Alfred also ventured into expanding branches for the funeral home around 1965 with his acquisition of a funeral home in Collins, MS. The office operated until around 1968. Mr. C.W. James was the manager. 

As time progressed, the opportunity to write more coverage for clients presented itself. In the late 1960s-early 1970s, Golden Rule Burial Association, affiliated with Cook Funeral Home in Jackson offered $300 coverage, higher than the $150 that was previously offered via Enterprise and Turner. Mrs. Ruth Cook Sanders was the president of the association. Quality Burial Association was also established around this time period, offering the same coverage. 

The 1970s saw more change in the business. A sad note in March of 1971 was the death of Alfred. His loss rocked the business, family, and community. All was not negative however; December of 1970 found Leola leaving teaching while expecting her fourth child and working in the funeral home full time. 1972-1973 saw the construction of another branch office in Quitman MS, with Mr. Lonnie McGee as the manager and funeral director. He entered the fold as an insurance agent after the acquisition of Good Shepherd Funeral Home’s policyholders and agents in 1959. Jessie had returned to Waynesboro for good in 1969 and would help at the funeral home at different intervals until his sudden passing in April, 1990. 


The ambulance service offered by the funeral home  began to phase out in the early 1970s. To quote Mr. Leo Turner:  “most little babies were always born late at night.”

In January 1978, Turner Funeral Home began underwriting life insurance to offer the clientele. Beginning with Gulf National Life Insurance Company and later, Southern Security Life, the firm continued to expand upon its second motto of “burial insurance in keeping with your purse.”  

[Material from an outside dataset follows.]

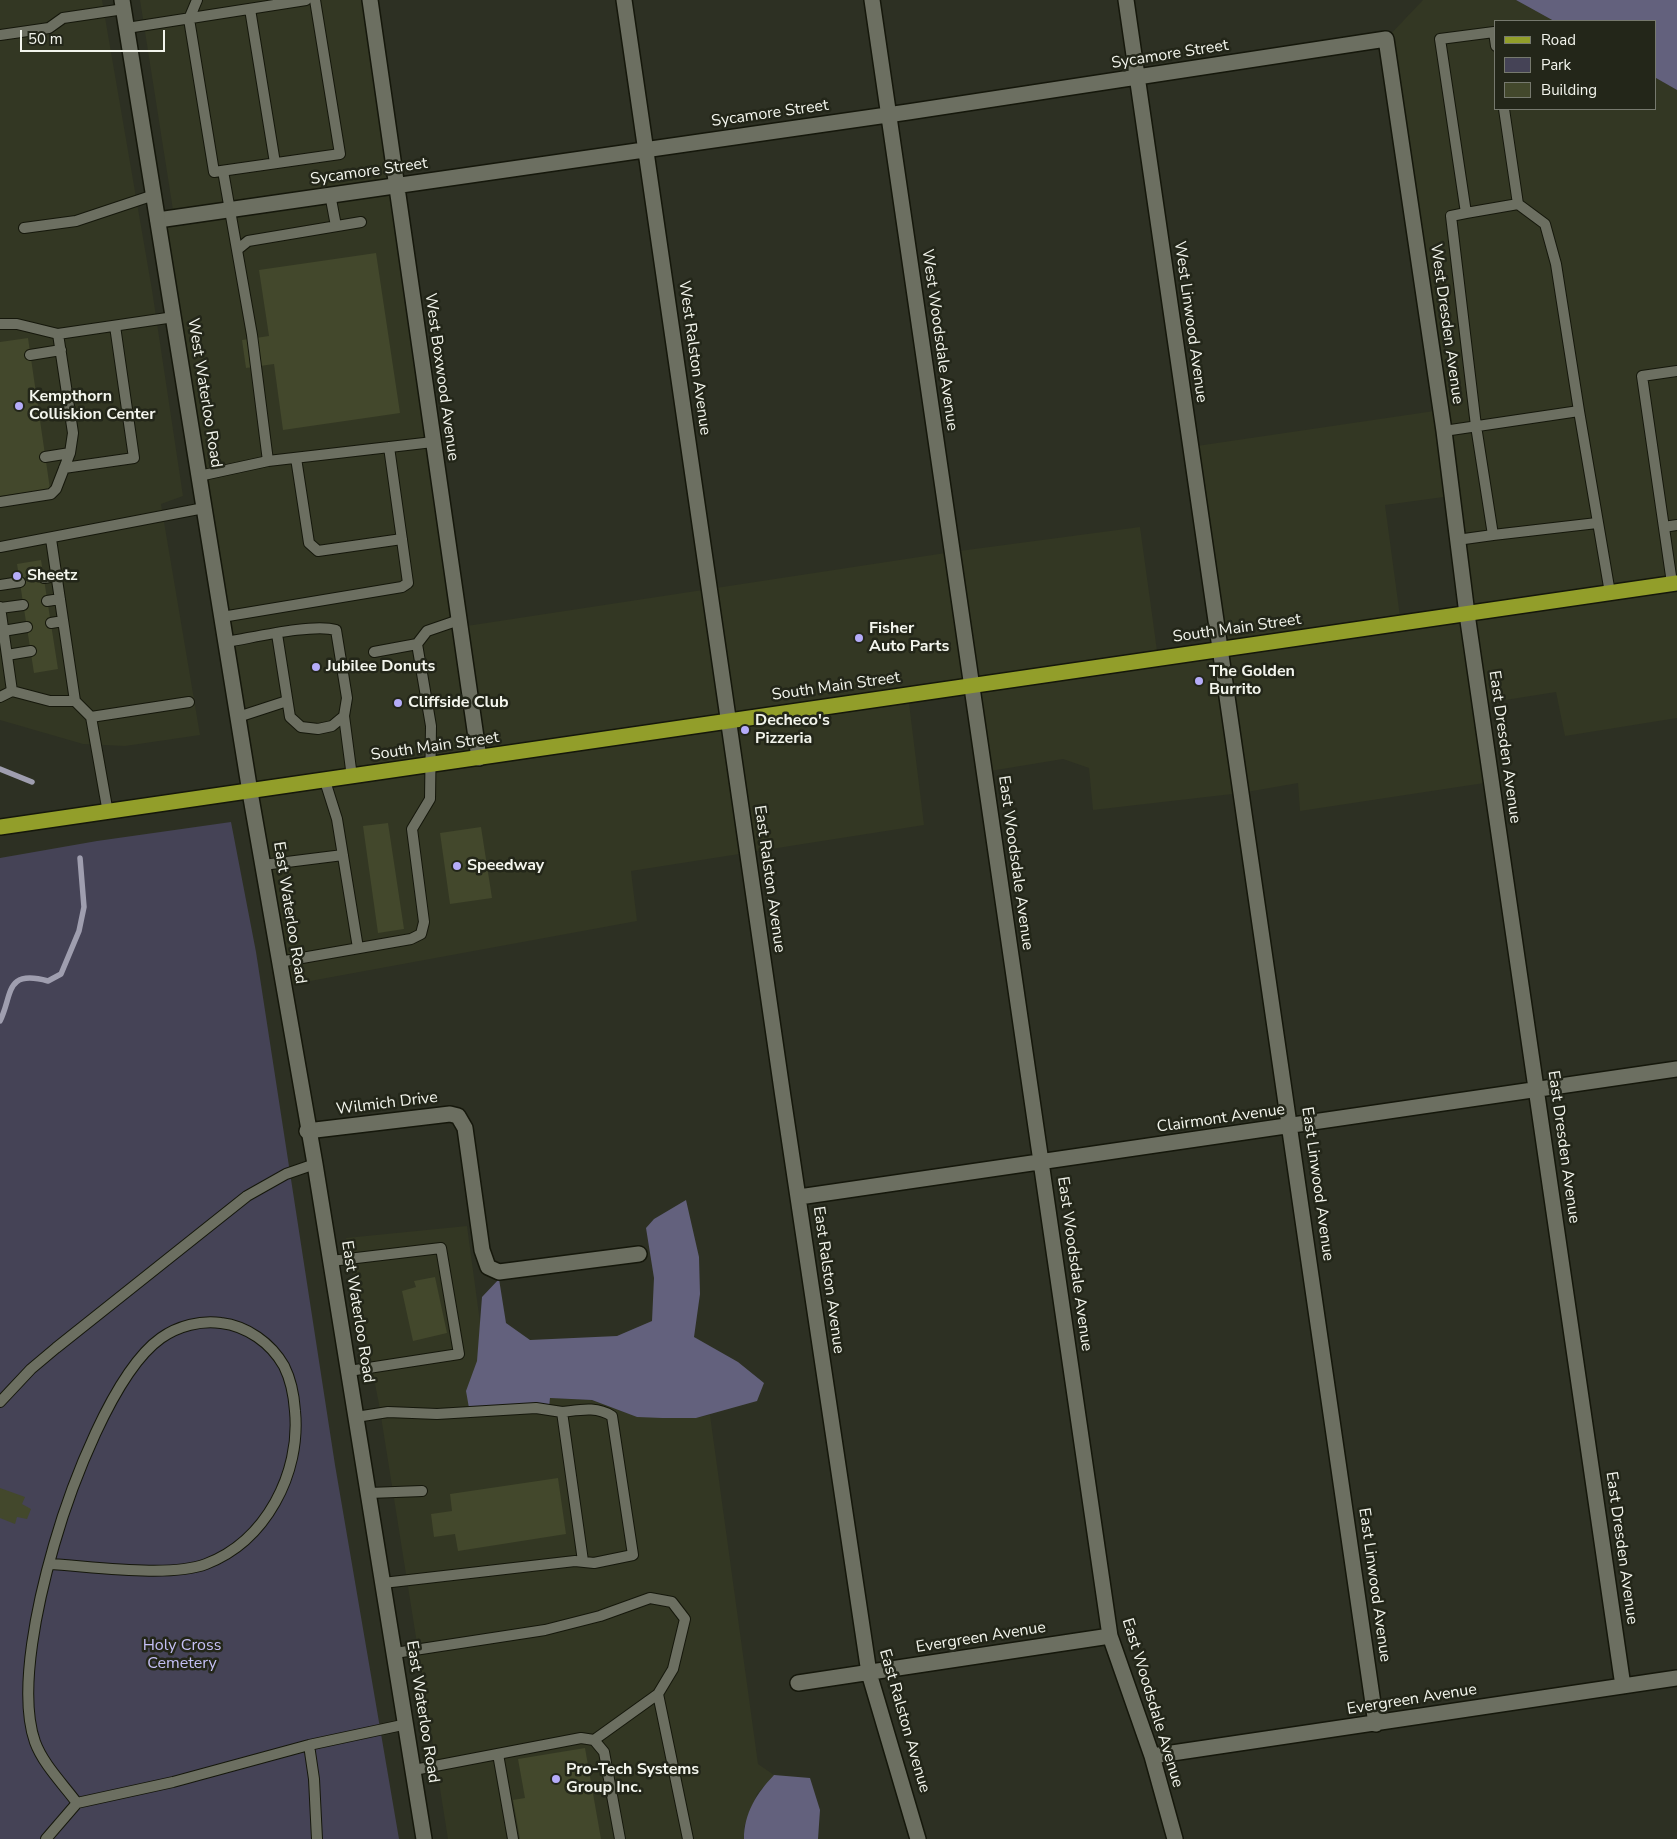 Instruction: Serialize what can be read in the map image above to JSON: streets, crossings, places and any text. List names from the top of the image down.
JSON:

May 1, 1979 saw the acquisition of the fourth and final branch of Turner Funeral Home, the former Travillion Funeral Home in Pascagoula MS. Mr. Samuel Booth, II, a mortuary school classmate of Mr. Lucius Warren (who’d been working at the funeral home) was hired as the manager and embalmer. With the acquisition of Pascagoula came another Burial Association:  Golden Gulf, which offered a little more than Enterprise, Turner, Golden Rule, and Quality.